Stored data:
....

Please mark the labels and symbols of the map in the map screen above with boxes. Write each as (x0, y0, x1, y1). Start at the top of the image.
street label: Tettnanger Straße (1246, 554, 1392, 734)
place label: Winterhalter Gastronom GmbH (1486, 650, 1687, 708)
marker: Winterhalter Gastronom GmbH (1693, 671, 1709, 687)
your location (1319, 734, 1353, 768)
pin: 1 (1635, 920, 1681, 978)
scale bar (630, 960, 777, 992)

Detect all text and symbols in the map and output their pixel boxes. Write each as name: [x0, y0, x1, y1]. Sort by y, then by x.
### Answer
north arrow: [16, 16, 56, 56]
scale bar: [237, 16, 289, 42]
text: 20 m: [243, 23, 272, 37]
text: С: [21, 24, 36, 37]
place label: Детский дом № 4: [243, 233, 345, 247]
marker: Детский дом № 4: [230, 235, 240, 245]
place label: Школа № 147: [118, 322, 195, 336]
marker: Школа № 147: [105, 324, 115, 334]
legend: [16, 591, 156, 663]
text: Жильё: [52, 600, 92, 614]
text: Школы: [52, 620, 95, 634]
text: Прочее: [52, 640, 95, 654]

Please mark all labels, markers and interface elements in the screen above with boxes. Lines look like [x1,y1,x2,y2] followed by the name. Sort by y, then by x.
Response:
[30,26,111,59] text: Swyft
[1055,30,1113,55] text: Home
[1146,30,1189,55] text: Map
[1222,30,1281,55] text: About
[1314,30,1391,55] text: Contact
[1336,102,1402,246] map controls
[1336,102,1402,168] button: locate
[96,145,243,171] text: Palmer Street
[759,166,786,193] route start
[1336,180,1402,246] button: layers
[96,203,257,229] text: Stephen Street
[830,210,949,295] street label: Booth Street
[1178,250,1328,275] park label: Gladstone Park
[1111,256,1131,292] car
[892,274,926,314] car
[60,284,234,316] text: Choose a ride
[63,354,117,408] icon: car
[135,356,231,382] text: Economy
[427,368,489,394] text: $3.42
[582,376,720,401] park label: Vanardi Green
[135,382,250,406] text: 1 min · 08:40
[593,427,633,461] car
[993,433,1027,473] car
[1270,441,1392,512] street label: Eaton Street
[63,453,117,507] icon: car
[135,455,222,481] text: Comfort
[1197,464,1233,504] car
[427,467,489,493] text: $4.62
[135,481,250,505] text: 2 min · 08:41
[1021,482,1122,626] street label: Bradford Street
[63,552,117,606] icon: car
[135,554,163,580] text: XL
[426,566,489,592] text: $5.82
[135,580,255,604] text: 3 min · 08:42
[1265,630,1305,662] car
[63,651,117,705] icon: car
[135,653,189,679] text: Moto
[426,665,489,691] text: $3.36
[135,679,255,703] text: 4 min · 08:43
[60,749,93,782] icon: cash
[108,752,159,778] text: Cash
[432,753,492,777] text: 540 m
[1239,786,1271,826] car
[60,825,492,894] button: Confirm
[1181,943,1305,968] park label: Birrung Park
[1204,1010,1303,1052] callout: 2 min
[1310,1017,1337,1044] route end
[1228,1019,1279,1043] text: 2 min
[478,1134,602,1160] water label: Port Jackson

....

> Aim of the task:
Your task is to repeat the data exactly; please include every line.

> Output below:
Please mark the labels and symbols of the map in the map screen above with boxes. Write each as (x0, y0, x1, y1). Start at the top of the image.
street label: Tettnanger Straße (1246, 554, 1392, 734)
place label: Winterhalter Gastronom GmbH (1486, 650, 1687, 708)
marker: Winterhalter Gastronom GmbH (1693, 671, 1709, 687)
your location (1319, 734, 1353, 768)
pin: 1 (1635, 920, 1681, 978)
scale bar (630, 960, 777, 992)

Detect all text and symbols in the map and output their pixel boxes. Write each as name: [x0, y0, x1, y1]. Sort by y, then by x.
### Answer
north arrow: [16, 16, 56, 56]
scale bar: [237, 16, 289, 42]
text: 20 m: [243, 23, 272, 37]
text: С: [21, 24, 36, 37]
place label: Детский дом № 4: [243, 233, 345, 247]
marker: Детский дом № 4: [230, 235, 240, 245]
place label: Школа № 147: [118, 322, 195, 336]
marker: Школа № 147: [105, 324, 115, 334]
legend: [16, 591, 156, 663]
text: Жильё: [52, 600, 92, 614]
text: Школы: [52, 620, 95, 634]
text: Прочее: [52, 640, 95, 654]

Please mark all labels, markers and interface elements in the screen above with boxes. Lines look like [x1,y1,x2,y2] followed by the name. Sort by y, then by x.
Response:
[30,26,111,59] text: Swyft
[1055,30,1113,55] text: Home
[1146,30,1189,55] text: Map
[1222,30,1281,55] text: About
[1314,30,1391,55] text: Contact
[1336,102,1402,246] map controls
[1336,102,1402,168] button: locate
[96,145,243,171] text: Palmer Street
[759,166,786,193] route start
[1336,180,1402,246] button: layers
[96,203,257,229] text: Stephen Street
[830,210,949,295] street label: Booth Street
[1178,250,1328,275] park label: Gladstone Park
[1111,256,1131,292] car
[892,274,926,314] car
[60,284,234,316] text: Choose a ride
[63,354,117,408] icon: car
[135,356,231,382] text: Economy
[427,368,489,394] text: $3.42
[582,376,720,401] park label: Vanardi Green
[135,382,250,406] text: 1 min · 08:40
[593,427,633,461] car
[993,433,1027,473] car
[1270,441,1392,512] street label: Eaton Street
[63,453,117,507] icon: car
[135,455,222,481] text: Comfort
[1197,464,1233,504] car
[427,467,489,493] text: $4.62
[135,481,250,505] text: 2 min · 08:41
[1021,482,1122,626] street label: Bradford Street
[63,552,117,606] icon: car
[135,554,163,580] text: XL
[426,566,489,592] text: $5.82
[135,580,255,604] text: 3 min · 08:42
[1265,630,1305,662] car
[63,651,117,705] icon: car
[135,653,189,679] text: Moto
[426,665,489,691] text: $3.36
[135,679,255,703] text: 4 min · 08:43
[60,749,93,782] icon: cash
[108,752,159,778] text: Cash
[432,753,492,777] text: 540 m
[1239,786,1271,826] car
[60,825,492,894] button: Confirm
[1181,943,1305,968] park label: Birrung Park
[1204,1010,1303,1052] callout: 2 min
[1310,1017,1337,1044] route end
[1228,1019,1279,1043] text: 2 min
[478,1134,602,1160] water label: Port Jackson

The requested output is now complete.